┌─ Exercise data

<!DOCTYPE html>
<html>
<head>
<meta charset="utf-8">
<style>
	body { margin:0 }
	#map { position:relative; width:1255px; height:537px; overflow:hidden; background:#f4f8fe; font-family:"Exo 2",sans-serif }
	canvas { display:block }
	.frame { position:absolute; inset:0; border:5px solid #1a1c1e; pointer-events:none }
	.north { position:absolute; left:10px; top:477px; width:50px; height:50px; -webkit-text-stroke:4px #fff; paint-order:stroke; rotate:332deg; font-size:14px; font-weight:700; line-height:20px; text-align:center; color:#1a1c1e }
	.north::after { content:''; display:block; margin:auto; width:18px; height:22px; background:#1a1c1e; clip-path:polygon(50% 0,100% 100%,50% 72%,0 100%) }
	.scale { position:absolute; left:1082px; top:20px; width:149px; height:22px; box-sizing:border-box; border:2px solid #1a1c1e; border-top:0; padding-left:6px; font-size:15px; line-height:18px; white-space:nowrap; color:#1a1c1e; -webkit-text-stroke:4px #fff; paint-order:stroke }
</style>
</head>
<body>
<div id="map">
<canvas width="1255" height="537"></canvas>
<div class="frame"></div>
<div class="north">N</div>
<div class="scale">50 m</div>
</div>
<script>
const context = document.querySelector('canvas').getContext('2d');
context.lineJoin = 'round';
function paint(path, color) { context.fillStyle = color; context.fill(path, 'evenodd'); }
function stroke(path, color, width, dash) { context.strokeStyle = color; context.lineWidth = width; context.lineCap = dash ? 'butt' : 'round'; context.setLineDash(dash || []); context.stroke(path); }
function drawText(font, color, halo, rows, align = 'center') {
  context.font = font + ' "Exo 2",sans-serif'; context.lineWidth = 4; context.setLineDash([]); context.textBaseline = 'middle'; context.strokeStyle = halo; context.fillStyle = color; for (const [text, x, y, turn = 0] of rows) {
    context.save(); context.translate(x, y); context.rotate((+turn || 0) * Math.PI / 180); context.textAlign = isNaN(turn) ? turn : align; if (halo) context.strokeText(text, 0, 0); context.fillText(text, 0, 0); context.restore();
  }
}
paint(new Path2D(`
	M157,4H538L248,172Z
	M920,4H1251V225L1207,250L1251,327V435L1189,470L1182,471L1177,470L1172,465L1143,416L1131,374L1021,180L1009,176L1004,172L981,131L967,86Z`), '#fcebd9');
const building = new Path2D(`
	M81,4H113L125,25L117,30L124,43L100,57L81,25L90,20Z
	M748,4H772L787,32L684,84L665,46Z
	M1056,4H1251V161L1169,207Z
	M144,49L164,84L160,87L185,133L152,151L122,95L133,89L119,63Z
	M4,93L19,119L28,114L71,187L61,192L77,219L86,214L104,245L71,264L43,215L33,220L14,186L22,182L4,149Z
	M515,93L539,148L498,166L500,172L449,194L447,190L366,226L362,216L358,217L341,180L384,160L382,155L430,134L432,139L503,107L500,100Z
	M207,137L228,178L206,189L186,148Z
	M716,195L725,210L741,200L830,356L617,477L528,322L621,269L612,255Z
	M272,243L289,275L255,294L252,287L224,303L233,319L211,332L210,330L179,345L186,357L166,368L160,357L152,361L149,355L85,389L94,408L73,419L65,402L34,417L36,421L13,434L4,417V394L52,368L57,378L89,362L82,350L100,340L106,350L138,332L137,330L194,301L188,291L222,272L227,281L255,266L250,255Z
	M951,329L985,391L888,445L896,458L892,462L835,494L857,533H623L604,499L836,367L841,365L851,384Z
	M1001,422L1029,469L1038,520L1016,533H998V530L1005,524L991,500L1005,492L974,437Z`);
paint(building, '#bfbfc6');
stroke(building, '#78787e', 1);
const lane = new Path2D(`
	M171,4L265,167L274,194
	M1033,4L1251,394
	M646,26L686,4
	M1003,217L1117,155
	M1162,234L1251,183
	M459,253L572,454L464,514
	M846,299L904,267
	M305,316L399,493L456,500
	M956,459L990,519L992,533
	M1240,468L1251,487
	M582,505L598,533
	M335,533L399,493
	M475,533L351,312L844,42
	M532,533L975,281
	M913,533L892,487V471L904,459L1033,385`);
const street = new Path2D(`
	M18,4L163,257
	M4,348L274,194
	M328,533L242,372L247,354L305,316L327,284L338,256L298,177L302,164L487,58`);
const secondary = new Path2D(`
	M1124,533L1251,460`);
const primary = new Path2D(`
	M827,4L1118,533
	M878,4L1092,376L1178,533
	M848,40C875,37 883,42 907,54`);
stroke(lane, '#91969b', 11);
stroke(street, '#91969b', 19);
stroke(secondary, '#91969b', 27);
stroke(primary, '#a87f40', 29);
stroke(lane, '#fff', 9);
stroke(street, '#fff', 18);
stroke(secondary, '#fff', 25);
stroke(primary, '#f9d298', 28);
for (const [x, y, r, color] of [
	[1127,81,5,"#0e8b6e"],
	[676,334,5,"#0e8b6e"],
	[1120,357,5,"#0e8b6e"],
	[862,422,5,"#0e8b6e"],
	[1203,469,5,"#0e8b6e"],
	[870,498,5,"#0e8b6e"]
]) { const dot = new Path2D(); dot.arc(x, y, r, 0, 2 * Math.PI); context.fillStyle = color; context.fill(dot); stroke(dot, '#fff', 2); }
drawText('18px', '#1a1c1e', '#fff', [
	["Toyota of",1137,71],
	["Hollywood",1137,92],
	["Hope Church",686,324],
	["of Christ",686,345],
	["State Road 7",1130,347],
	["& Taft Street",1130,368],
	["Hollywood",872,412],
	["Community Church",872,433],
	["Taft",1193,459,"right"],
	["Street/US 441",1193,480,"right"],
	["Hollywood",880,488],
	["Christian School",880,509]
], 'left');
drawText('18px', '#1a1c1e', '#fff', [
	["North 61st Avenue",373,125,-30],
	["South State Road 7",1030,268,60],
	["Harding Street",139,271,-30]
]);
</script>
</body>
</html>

└─

◆ **Exercise prompt**: Which lines above carry the string "canvas"? Copy those lines.

◆ **Result below**:
	canvas { display:block }
<canvas width="1255" height="537"></canvas>
const context = document.querySelector('canvas').getContext('2d');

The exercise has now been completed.